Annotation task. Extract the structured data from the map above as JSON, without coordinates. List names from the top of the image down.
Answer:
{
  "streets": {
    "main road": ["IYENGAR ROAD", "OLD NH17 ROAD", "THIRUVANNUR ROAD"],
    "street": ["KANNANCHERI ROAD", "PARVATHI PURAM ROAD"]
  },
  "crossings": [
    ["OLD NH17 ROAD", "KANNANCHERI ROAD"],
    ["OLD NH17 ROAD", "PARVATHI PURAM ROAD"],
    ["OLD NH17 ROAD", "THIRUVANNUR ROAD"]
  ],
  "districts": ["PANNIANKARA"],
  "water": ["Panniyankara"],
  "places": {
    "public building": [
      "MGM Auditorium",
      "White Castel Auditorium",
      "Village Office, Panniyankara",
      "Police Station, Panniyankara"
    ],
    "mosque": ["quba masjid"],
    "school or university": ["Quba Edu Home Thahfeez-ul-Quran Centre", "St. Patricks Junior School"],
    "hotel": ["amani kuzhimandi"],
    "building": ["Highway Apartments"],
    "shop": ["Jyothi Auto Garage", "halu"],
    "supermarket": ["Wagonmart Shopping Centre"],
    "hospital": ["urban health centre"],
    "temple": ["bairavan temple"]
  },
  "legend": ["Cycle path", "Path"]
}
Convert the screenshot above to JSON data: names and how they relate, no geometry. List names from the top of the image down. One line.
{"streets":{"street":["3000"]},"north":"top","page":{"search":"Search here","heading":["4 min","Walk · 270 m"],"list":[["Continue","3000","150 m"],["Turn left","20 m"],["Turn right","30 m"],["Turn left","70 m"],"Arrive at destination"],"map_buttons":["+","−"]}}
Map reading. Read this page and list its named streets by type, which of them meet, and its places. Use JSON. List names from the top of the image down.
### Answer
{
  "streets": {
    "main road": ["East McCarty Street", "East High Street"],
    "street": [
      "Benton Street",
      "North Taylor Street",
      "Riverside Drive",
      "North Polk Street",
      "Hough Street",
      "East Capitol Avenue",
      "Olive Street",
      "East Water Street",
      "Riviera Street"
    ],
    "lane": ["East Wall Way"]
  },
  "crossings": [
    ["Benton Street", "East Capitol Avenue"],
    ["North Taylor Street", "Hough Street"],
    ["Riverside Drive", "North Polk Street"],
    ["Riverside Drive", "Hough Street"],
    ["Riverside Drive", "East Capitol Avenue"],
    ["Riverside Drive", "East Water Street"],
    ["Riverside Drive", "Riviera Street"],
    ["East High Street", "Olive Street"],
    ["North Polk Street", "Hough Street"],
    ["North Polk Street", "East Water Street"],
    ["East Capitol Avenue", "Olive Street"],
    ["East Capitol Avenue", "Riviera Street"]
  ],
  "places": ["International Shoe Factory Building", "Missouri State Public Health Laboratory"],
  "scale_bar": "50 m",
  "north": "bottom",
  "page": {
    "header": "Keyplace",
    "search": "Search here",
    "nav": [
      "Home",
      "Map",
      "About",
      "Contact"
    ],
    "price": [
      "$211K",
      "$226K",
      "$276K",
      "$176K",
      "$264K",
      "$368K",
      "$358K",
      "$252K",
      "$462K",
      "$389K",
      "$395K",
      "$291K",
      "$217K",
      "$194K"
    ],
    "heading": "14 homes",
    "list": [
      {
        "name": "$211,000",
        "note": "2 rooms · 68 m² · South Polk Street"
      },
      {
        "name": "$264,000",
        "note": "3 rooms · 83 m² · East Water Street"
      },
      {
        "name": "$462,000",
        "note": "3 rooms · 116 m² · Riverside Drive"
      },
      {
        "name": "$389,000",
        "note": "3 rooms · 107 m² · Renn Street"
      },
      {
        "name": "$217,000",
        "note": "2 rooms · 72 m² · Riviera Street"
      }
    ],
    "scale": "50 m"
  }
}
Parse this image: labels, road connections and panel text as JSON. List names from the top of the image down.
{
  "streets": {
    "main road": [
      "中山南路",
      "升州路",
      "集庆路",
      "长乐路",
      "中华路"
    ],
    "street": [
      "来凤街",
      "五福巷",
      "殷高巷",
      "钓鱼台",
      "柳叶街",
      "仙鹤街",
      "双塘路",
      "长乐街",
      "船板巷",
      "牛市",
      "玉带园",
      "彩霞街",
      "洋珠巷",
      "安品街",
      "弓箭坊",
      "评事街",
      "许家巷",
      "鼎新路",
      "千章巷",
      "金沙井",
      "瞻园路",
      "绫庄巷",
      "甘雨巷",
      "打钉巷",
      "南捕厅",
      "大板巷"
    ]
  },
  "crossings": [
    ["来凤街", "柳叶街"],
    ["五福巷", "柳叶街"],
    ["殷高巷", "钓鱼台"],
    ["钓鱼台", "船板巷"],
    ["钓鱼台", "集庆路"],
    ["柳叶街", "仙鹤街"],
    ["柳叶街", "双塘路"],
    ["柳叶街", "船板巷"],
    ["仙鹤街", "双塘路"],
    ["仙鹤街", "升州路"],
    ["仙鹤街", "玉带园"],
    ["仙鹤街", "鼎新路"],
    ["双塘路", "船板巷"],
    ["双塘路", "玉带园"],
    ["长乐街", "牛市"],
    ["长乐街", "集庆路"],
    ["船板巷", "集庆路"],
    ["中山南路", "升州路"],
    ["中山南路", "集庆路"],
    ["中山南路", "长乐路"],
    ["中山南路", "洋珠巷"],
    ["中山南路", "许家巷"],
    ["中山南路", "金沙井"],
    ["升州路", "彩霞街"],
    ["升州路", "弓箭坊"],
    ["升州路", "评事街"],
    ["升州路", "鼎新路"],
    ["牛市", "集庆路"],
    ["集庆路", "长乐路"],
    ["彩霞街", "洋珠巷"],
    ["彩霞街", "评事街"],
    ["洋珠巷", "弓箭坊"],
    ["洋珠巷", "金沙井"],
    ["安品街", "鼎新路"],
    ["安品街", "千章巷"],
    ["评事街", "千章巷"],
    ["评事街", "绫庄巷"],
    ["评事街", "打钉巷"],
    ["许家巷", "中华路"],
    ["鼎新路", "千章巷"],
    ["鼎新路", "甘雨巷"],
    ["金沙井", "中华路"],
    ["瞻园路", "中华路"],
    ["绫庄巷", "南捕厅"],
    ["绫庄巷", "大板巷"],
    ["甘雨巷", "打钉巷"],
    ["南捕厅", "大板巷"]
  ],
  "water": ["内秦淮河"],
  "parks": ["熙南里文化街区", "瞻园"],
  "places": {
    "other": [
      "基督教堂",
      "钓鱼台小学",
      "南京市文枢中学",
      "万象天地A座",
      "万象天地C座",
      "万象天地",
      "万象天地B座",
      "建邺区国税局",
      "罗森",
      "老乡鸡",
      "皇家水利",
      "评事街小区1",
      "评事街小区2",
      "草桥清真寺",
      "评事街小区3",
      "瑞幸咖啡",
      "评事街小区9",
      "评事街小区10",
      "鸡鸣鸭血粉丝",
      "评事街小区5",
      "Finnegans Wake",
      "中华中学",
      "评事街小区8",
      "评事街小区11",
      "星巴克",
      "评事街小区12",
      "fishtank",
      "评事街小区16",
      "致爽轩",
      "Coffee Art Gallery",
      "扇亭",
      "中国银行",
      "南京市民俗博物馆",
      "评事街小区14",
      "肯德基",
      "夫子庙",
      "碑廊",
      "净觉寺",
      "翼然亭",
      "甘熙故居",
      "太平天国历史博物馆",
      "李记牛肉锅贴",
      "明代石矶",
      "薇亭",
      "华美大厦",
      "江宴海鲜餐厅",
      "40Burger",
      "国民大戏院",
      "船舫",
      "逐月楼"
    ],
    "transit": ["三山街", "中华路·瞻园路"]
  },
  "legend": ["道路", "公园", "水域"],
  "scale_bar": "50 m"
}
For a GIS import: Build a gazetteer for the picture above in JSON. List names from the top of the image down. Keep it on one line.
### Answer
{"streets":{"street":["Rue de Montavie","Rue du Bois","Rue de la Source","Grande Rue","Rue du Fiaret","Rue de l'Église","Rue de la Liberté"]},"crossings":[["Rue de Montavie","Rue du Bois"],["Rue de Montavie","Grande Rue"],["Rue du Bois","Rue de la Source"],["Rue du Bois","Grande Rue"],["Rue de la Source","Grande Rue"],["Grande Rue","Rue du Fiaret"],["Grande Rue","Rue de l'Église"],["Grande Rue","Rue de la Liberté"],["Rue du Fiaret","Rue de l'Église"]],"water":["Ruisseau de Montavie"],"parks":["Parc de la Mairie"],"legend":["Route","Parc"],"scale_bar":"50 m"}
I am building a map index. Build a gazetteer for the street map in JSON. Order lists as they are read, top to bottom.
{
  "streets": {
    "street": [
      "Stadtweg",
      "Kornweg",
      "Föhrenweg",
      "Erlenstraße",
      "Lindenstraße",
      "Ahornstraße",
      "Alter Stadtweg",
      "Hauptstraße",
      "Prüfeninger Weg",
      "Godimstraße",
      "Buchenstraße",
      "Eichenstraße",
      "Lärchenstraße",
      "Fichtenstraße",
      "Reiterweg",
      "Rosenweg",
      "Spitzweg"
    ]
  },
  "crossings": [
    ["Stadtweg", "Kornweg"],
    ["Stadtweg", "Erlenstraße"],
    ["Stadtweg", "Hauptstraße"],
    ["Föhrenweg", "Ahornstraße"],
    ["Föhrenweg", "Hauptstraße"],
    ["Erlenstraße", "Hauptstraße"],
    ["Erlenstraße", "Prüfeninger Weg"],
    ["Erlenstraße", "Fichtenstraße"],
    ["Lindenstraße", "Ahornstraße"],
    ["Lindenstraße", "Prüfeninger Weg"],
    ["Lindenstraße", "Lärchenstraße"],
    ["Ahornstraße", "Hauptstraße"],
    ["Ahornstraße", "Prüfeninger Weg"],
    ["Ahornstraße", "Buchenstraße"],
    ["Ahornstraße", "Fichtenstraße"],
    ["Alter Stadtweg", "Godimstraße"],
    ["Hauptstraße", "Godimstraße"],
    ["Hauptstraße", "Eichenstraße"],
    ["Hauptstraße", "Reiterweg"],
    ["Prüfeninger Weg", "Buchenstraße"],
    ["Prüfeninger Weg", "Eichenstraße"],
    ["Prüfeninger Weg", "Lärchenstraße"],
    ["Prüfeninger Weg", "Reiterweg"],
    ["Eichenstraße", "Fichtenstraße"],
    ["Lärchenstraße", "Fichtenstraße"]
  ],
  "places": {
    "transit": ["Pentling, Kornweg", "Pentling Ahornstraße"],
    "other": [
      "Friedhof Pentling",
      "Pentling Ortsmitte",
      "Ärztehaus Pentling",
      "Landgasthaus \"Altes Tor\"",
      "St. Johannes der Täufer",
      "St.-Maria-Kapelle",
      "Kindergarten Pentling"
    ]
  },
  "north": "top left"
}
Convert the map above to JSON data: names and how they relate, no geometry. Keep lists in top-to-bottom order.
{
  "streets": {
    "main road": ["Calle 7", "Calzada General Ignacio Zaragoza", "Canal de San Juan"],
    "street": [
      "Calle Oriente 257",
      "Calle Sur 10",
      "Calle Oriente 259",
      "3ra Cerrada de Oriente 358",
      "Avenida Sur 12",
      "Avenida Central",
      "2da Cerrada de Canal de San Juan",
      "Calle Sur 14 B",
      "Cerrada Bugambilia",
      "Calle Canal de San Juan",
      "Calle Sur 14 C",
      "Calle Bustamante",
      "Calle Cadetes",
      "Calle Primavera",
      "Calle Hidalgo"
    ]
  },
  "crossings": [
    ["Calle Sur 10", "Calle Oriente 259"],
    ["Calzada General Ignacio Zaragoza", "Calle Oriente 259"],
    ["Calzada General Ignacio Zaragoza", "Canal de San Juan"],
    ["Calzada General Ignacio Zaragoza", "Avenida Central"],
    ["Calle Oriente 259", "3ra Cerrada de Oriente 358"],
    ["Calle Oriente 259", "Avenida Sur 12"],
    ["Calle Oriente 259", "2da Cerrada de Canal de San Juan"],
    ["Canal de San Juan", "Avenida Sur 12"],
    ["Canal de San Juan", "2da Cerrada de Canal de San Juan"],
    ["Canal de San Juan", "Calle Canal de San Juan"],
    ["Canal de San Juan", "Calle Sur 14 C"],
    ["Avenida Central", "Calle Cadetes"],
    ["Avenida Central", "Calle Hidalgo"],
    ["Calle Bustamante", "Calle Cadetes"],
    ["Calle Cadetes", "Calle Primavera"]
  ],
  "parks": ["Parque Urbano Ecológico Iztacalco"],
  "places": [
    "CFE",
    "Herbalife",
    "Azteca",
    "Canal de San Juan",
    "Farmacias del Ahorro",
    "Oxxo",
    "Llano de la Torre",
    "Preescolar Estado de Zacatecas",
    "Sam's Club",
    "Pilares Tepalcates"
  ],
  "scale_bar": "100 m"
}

· · · · ·

**Exercise instructions:**
Scan the material for lines with the word "Avenue", and copy each line you find.

**Answer to this exercise:**
      "East Capitol Avenue",
    ["Benton Street", "East Capitol Avenue"],
    ["Riverside Drive", "East Capitol Avenue"],
    ["East Capitol Avenue", "Olive Street"],
    ["East Capitol Avenue", "Riviera Street"]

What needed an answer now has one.